Since annual air temperature and specific humidity are themselves correlated (r²=0.571; $r_{\mathrm{adj}}^{\mathrm{2}}=\mathrm{0.535}$; p<0.01; see Fig. S8 in the Supplement), the problem of multicollinearity of the two climate drivers was addressed in this study by an additional multiple linear regression in which both annual T and q serve as predictor variables, while annual ΔS is taken as the dependent variable. Both predictors together explain more than 85 % of the variance in annual ΔS (r²=0.852; $r_{\mathrm{adj}}^{\mathrm{2}}=\mathrm{0.825}$; p<0.001). However, the analysis revealed that the unique contribution of annual air temperature to the variance in the annual water balance is not significant. Air temperature alone uniquely explains only 0.25 % (p_T=0.67) of the variance in water balance, while the unique variance explanation by specific humidity is 31.96 % (p_q<0.001). The combined effect of air temperature and specific humidity explains 52.97 %. Thus, the simple linear regression between specific humidity and water balance as shown in Fig. 4f accounts for both direct and indirect effects of variations in annual specific humidity on the annual water balance of the QB.

The results show that a change in annual specific humidity of 1.0 g kg⁻¹ would lead to an estimated change in annual water balance of 131 mm a⁻¹. Since the standard error of the estimate for annual water balance is 14.0 mm a⁻¹, even a slight change in annual specific humidity of e.g. 0.2 g kg⁻¹ would have a strong, significant effect such that annual water balance of the QB would become positive.

4 Discussion

4.1 Errors and uncertainties

Physical consistency of the results obtained from the HAR data set is ensured by the fact that the WRF model is physically based, and HAR data have been comprehensively analysed, particularly with respect to precipitation and atmospheric water transport (Maussion et al., 2011, 2014; Curio et al., 2015; Pritchard et al., 2019; Yoon et al., 2019; Bai et al., 2020). HAR data have been successfully utilized for e.g. studying glacier mass balance on the TP (Mölg et al., 2014), in which independent data sets from global reanalysis data and field measurements have also been included to ensure validity of the results. Pritchard et al. (2019) showed for the upper Indus basin that the HAR 10 km data set is particularly applicable in studies on water availability. Li et al. (2020) state that “… the two HAR data sets performed better at capturing the average precipitation in high-altitude areas than the other seven data sets…”.

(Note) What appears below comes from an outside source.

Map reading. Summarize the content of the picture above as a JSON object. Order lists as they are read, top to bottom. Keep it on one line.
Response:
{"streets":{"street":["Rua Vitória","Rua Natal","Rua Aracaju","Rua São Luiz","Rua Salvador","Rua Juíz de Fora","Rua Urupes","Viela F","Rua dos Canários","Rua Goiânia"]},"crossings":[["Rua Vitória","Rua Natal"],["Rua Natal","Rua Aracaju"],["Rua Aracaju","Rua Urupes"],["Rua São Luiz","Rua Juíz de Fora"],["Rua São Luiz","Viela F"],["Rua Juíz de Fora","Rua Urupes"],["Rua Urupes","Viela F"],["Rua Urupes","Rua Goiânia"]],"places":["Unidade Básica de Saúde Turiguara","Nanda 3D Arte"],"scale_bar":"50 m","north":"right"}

Since the HAR data set, as any data set, comes with errors and uncertainties, the question arises how they would influence the results of the study. Figure 3 illustrates that at six of the eight GSOD stations within or nearby the QB the HAR 10 km precipitation data are well according to the measurements, while precipitation might be slightly underestimated at two GSOD stations by the HAR 10 km data. The altitudinal changes in both air temperature and precipitation as documented by the GSOD data are well captured by the HAR 10 km data. A comparison of HAR 10 km results for actual evapotranspiration with those from the SEBS-based study by Jin et al. (2013) indicates higher actual evapotranspiration in the HAR 10 km data. During the calendar years from 2005 to 2011, mean annual actual evapotranspiration is 218 mm a⁻¹ in the HAR 10 km data, while SEBS data show 153 mm a⁻¹. Both annual time series are well correlated during this time period (r²=0.733; $r_{\mathrm{adj}}^{\mathrm{2}}=\mathrm{0.679}$; p<0.05; see Fig. S9 and Table S8 in the Supplement). SEBS shows inconsistent, even lower actual evapotranspiration values during the calendar years 2001 to 2004 (HAR 10 km: ET=202 mm a⁻¹; SEBS: ET=77 mm a⁻¹; see Table S8 in the Supplement). These findings reveal that there is no evidence that the HAR 10 km data set would overestimate annual water balance of the QB. On the contrary, if SEBS values for annual actual evapotranspiration would be considered to be more accurate than the HAR 10 km data, then annual water balance would have been positive throughout all years.

4.2 Comparison with other studies

The results of this study are in accordance with results from other studies. A number of studies (Liu and Chen, 2000; Kang et al., 2010; Li et al., 2010; L. Zhang et al., 2013) revealed that the TP experiences general but spatially and temporally varying trends to higher air temperatures, increasing humidity, and precipitation, which are also found in the QB (Wang et al., 2014). The regions in Qinghai Province, to which the QB belongs, show trends to warmer and wetter climates, while those regions belonging to Tibet tend to warmer but dryer climates (L. Zhang et al., 2013). However, recent precipitation trends and subsequent environmental changes show complex spatial and temporal patterns, such that wetting is also taking place in several regions of Tibet (see e.g. Yang et al., 2014; Y. Li et al., 2019), including endorheic basins in interior Tibet.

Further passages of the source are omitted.